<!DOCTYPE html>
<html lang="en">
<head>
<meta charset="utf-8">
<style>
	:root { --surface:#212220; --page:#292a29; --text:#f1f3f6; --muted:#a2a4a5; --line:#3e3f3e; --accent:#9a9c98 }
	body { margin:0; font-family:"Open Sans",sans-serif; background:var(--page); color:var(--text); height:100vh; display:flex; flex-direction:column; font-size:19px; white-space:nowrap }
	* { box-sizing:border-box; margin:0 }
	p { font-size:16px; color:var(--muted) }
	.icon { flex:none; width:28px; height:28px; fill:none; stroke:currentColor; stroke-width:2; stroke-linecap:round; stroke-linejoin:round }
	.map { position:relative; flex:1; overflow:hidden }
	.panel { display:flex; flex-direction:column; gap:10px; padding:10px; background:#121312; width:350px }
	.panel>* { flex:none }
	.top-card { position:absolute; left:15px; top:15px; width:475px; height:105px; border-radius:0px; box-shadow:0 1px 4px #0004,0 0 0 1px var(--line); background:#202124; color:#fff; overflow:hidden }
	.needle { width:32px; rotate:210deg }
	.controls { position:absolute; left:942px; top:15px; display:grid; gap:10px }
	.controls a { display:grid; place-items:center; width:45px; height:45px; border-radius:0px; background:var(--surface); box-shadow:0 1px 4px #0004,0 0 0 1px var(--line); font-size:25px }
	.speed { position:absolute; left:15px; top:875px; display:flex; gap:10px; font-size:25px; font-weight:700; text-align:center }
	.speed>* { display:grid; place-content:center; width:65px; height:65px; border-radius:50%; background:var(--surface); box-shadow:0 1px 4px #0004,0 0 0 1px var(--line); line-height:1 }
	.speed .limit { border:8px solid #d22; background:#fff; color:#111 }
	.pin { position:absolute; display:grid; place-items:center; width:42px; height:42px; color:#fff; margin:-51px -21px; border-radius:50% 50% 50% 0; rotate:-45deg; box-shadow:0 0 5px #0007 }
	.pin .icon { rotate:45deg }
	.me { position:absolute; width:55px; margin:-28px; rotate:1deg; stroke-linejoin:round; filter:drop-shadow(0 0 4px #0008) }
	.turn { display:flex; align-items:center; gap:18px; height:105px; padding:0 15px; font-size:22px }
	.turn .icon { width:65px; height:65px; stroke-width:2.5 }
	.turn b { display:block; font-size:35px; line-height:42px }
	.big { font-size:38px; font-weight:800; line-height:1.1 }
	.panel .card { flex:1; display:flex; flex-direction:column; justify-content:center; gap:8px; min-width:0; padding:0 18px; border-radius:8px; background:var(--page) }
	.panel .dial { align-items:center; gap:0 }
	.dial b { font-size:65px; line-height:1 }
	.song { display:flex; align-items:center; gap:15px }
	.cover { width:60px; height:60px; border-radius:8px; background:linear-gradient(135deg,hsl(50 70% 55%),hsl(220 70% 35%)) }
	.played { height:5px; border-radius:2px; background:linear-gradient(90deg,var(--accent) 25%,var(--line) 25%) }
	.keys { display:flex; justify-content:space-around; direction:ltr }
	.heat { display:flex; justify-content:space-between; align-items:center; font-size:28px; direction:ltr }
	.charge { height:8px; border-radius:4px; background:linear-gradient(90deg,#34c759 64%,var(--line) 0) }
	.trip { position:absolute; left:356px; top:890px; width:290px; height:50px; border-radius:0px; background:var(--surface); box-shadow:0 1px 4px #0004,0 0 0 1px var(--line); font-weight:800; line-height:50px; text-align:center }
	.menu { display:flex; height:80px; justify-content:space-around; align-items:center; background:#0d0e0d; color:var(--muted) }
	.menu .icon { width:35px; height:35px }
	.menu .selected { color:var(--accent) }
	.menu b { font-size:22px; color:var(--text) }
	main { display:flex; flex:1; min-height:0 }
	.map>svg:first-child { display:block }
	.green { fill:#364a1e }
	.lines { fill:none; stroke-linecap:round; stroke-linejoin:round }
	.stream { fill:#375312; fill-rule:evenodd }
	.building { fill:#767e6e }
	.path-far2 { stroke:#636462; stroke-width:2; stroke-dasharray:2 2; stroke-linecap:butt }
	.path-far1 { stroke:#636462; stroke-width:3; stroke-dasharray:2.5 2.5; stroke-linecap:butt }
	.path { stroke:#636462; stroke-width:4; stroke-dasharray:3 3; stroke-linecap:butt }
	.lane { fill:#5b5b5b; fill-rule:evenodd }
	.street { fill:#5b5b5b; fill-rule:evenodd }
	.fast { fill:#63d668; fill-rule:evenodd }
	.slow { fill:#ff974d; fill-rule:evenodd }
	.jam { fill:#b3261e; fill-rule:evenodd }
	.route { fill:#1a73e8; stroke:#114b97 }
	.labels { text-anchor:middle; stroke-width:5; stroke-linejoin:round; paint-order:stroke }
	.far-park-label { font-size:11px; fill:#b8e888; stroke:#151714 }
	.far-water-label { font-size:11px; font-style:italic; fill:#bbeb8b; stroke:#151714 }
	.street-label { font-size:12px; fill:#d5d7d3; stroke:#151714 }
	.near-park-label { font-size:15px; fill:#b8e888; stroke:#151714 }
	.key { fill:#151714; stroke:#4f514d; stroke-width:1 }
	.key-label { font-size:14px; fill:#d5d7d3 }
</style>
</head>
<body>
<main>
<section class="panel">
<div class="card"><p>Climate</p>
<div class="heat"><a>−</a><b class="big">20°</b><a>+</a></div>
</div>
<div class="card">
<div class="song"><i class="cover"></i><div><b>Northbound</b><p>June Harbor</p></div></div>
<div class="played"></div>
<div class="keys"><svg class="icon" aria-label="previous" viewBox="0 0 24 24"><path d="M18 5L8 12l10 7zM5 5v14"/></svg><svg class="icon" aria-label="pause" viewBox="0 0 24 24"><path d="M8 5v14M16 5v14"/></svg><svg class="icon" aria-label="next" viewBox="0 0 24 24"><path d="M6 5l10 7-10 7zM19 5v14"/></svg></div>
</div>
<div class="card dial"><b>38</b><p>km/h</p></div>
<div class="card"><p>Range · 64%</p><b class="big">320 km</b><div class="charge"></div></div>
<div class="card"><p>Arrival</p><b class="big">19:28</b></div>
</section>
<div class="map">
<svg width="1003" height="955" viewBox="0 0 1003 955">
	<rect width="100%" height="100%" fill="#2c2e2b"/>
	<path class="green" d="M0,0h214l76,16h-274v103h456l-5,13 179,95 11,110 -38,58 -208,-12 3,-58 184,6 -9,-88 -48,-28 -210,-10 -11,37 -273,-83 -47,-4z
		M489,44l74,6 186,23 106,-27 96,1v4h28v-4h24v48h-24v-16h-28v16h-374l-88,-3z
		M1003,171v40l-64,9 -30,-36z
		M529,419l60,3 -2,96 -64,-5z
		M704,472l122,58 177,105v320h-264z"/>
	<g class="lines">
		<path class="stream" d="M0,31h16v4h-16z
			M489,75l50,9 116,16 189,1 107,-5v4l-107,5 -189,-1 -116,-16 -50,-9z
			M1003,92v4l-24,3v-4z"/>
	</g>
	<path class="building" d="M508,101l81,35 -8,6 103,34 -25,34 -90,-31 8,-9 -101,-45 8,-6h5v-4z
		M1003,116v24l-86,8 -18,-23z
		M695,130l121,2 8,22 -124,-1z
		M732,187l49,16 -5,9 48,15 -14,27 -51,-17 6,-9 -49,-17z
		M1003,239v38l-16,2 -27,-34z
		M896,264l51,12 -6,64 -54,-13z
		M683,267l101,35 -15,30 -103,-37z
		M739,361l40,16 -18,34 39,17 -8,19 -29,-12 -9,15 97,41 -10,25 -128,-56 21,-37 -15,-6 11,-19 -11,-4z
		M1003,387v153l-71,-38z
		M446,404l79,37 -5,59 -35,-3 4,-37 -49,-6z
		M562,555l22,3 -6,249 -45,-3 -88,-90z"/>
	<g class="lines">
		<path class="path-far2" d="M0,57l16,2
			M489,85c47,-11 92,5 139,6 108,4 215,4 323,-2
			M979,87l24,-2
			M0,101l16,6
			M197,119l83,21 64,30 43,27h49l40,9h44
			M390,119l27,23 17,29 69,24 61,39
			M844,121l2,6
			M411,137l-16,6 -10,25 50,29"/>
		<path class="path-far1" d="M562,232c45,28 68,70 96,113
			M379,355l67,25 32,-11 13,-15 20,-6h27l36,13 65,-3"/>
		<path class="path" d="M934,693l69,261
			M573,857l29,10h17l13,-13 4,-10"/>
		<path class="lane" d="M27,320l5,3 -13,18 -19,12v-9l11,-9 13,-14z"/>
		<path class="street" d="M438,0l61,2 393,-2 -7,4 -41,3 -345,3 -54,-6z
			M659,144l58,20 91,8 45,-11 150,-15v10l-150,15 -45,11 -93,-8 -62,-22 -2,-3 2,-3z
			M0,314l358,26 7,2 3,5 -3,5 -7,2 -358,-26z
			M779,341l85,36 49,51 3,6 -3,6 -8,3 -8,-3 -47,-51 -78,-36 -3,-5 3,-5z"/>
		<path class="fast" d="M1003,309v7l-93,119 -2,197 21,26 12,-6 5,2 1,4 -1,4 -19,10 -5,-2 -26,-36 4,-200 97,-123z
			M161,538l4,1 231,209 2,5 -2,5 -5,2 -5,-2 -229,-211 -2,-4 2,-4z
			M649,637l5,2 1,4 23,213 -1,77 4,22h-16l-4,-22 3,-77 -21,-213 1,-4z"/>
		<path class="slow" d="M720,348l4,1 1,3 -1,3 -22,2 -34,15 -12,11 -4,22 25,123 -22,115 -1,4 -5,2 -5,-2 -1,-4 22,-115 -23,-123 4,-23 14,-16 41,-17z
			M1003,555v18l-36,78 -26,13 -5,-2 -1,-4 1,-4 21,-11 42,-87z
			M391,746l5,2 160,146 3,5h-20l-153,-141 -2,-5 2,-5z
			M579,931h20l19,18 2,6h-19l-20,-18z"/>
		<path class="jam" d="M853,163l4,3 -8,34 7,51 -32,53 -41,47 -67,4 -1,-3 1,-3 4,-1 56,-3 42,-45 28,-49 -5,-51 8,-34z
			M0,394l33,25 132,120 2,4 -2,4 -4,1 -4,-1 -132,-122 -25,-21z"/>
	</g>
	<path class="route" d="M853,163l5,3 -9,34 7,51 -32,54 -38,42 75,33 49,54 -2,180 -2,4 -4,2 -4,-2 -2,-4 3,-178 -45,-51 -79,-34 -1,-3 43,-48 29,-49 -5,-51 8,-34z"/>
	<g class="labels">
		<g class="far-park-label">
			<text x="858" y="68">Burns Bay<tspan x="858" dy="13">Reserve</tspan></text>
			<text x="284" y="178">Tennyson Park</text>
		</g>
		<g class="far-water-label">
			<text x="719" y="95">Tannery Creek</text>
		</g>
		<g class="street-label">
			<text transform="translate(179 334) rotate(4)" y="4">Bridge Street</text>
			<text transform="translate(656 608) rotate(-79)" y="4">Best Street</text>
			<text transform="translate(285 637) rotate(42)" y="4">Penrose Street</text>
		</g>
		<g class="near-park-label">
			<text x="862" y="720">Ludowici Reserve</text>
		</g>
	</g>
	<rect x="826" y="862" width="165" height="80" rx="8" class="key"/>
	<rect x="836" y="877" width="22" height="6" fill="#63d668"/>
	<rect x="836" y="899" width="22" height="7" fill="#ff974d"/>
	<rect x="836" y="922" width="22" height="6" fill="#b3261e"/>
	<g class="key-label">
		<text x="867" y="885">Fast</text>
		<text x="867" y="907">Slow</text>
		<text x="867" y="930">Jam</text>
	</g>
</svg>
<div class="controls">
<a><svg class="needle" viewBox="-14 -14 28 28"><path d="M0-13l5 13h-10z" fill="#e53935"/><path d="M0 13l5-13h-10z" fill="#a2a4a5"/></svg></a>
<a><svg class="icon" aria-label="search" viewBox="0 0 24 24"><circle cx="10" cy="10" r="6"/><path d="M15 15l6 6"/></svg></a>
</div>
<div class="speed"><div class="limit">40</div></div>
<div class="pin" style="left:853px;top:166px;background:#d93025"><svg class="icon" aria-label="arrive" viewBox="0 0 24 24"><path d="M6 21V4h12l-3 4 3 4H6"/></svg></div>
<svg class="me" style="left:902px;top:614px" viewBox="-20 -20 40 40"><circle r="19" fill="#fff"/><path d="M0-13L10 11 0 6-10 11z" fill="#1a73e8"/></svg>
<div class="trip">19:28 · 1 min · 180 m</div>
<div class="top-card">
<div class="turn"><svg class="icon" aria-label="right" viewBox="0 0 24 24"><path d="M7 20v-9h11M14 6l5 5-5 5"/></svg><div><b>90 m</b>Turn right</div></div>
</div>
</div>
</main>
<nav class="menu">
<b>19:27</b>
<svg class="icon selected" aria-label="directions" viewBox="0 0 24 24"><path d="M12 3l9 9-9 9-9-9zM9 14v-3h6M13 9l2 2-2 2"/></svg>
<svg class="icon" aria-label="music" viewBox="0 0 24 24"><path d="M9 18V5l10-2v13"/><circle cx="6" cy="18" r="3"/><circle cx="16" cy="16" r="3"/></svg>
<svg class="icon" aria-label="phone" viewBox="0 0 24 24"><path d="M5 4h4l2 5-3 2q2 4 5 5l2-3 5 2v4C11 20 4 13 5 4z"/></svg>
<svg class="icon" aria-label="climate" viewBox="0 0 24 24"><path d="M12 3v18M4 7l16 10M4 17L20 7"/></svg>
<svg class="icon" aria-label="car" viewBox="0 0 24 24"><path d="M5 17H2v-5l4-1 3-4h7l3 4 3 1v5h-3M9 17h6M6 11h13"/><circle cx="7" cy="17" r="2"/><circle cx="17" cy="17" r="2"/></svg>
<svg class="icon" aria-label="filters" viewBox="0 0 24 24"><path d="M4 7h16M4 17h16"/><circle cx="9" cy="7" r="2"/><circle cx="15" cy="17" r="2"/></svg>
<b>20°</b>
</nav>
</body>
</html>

•••••

THE TASK => Within the data above, the span starting at the line containing "position:absolute; left:15px; top:15px;" and ending at the line containing "position:absolute; left:942px; top:15px;" is to be retyped exactly, with no other lines.

SOLVED EXERCISE =>
	.top-card { position:absolute; left:15px; top:15px; width:475px; height:105px; border-radius:0px; box-shadow:0 1px 4px #0004,0 0 0 1px var(--line); background:#202124; color:#fff; overflow:hidden }
	.needle { width:32px; rotate:210deg }
	.controls { position:absolute; left:942px; top:15px; display:grid; gap:10px }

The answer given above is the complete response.